> Work instructions
Below are some records. Output the lines from the first one through the line that holds "height:3px; margin-top:-1.5px; transform-origin:0;", exactly as written, with no pictures.

> Raw data
_ _ _ _ _
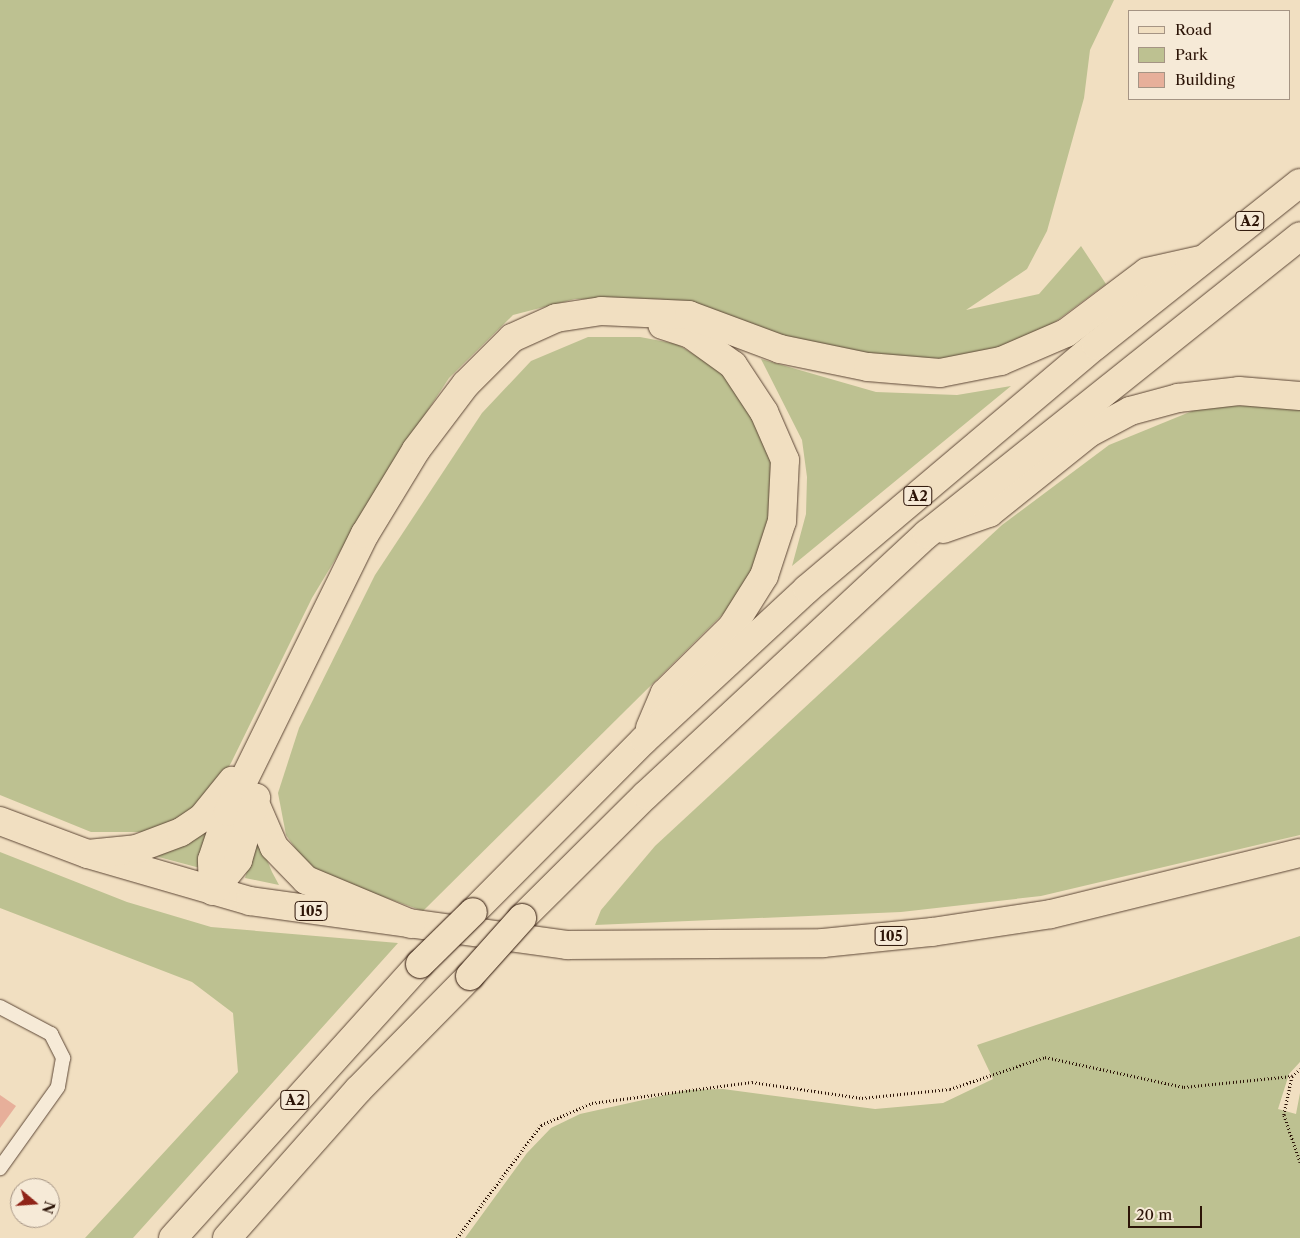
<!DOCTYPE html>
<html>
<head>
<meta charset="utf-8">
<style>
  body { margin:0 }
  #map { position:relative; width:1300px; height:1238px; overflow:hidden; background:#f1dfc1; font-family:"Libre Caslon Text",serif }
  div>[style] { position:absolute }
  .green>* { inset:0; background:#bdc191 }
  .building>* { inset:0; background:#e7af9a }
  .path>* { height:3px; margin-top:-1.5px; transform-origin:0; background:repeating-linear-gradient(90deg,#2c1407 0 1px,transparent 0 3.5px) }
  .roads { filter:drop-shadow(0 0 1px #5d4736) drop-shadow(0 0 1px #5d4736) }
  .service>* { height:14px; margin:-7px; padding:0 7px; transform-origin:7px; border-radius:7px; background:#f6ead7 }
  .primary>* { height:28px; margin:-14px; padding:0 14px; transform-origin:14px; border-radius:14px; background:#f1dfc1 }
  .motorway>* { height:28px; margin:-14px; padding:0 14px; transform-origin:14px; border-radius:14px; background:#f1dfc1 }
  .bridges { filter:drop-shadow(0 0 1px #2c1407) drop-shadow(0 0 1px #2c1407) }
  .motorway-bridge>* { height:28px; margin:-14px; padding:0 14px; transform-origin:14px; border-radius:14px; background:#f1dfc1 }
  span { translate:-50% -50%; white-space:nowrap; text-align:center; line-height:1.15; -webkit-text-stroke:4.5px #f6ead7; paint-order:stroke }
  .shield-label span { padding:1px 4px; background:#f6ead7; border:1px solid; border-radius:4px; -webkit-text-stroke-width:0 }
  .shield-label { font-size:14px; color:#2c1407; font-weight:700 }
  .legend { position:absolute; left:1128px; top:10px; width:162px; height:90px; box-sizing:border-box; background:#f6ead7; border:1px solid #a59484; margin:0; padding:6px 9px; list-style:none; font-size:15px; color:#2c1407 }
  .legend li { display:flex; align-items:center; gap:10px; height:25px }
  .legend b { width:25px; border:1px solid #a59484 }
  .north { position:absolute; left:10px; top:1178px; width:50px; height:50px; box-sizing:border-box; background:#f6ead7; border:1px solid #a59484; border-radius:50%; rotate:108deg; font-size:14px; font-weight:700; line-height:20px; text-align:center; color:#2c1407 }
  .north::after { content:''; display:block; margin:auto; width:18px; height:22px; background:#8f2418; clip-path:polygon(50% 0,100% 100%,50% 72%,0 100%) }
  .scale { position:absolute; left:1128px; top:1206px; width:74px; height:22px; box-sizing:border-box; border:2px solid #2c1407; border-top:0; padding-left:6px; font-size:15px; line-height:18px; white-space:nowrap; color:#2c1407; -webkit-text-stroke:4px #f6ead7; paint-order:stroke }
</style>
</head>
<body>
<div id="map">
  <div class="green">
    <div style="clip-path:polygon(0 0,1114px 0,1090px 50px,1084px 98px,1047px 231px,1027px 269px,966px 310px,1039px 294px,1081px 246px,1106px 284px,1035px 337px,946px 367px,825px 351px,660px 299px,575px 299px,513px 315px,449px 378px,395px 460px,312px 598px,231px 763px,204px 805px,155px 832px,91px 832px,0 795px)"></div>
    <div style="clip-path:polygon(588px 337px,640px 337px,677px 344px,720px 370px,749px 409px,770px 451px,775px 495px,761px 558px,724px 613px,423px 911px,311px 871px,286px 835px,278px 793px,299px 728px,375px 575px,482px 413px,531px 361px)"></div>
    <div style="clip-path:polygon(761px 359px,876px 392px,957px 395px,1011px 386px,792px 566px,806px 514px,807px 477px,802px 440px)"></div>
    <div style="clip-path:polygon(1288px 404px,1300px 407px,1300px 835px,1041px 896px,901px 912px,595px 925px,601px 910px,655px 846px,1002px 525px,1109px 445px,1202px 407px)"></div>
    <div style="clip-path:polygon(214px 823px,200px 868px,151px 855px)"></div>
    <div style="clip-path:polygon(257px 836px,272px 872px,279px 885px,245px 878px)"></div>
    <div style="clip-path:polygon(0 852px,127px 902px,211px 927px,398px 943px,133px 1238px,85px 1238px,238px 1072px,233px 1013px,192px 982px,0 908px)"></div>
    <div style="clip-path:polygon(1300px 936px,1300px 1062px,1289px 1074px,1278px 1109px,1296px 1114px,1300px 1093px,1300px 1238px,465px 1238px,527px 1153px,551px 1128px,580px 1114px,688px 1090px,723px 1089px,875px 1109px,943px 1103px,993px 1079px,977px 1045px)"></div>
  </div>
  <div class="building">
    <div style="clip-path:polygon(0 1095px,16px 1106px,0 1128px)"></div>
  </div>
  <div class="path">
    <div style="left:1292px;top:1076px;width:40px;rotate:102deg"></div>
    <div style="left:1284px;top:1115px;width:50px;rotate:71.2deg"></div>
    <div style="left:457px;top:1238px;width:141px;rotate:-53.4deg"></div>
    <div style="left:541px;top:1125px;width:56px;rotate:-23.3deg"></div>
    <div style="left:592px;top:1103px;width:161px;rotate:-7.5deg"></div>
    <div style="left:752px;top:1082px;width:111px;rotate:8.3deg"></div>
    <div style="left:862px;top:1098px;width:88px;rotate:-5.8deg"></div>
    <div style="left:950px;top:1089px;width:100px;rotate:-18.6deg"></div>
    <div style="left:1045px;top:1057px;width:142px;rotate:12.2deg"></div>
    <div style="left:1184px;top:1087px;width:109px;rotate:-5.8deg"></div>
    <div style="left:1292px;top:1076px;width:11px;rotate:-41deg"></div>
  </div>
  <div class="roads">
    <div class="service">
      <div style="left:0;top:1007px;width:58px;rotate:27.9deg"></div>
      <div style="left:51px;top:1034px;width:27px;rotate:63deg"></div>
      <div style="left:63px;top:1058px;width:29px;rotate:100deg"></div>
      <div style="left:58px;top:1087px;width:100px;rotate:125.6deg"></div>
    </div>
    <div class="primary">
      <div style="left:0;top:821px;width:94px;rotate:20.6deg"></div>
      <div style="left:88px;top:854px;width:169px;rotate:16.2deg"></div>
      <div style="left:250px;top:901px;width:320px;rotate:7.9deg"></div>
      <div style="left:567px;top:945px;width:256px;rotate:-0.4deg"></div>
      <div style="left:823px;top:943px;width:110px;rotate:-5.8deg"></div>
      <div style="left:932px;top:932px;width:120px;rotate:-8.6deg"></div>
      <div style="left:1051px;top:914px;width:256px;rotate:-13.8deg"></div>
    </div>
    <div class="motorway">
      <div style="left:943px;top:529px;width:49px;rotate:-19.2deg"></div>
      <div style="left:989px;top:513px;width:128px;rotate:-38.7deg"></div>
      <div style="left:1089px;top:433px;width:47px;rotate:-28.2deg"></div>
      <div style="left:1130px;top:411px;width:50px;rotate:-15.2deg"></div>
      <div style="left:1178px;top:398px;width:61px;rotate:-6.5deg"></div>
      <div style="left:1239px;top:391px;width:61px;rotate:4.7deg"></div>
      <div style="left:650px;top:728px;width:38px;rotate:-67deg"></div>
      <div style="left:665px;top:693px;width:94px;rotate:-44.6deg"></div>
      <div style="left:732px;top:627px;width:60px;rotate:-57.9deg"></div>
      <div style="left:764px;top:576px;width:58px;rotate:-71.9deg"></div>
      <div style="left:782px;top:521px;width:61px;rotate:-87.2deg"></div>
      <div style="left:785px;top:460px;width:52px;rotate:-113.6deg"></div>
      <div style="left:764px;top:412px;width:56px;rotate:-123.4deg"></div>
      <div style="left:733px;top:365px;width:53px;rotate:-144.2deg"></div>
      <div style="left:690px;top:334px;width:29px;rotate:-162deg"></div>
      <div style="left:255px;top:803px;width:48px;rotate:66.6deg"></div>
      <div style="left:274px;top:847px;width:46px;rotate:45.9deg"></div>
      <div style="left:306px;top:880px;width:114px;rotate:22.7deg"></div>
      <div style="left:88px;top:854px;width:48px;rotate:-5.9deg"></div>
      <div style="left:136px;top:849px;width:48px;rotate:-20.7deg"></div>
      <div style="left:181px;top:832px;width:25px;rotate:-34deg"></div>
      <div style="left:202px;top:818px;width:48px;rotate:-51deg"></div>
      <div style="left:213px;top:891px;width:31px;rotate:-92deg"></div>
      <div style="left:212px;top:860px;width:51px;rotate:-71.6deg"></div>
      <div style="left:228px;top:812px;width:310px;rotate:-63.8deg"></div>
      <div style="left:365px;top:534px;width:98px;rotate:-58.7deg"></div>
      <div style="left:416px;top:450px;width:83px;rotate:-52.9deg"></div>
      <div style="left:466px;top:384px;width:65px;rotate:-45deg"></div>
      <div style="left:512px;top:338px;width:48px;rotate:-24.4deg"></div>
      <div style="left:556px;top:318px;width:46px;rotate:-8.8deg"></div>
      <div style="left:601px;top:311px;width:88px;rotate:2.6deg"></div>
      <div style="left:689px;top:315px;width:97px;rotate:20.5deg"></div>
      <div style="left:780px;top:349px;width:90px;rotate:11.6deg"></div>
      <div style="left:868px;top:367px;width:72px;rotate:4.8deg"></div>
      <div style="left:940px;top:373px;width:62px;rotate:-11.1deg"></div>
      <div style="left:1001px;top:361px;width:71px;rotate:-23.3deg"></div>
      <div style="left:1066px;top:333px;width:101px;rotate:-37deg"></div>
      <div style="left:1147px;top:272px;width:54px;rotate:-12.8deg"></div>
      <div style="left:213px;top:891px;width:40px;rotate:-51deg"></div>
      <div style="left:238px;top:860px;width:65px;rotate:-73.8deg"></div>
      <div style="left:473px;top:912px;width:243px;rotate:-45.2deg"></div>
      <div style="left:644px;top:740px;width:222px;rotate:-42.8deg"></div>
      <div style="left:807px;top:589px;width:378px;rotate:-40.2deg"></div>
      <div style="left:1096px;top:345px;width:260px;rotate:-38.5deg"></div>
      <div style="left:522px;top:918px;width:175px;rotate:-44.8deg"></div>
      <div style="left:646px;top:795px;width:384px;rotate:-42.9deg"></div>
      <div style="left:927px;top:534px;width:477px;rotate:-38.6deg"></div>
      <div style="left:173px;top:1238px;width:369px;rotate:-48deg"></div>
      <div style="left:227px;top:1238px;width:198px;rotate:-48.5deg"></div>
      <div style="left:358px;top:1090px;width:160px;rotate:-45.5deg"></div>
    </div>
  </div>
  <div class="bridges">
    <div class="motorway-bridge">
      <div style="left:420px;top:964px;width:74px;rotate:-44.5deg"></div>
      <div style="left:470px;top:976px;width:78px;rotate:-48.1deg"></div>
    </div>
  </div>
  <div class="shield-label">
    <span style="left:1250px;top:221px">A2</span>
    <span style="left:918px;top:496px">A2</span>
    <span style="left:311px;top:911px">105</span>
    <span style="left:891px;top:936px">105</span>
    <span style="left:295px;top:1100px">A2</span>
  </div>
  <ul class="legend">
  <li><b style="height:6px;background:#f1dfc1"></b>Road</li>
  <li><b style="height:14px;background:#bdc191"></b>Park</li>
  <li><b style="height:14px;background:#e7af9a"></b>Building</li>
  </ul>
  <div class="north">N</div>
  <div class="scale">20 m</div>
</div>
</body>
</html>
_ _ _ _ _
> Exercise solution
<!DOCTYPE html>
<html>
<head>
<meta charset="utf-8">
<style>
  body { margin:0 }
  #map { position:relative; width:1300px; height:1238px; overflow:hidden; background:#f1dfc1; font-family:"Libre Caslon Text",serif }
  div>[style] { position:absolute }
  .green>* { inset:0; background:#bdc191 }
  .building>* { inset:0; background:#e7af9a }
  .path>* { height:3px; margin-top:-1.5px; transform-origin:0; background:repeating-linear-gradient(90deg,#2c1407 0 1px,transparent 0 3.5px) }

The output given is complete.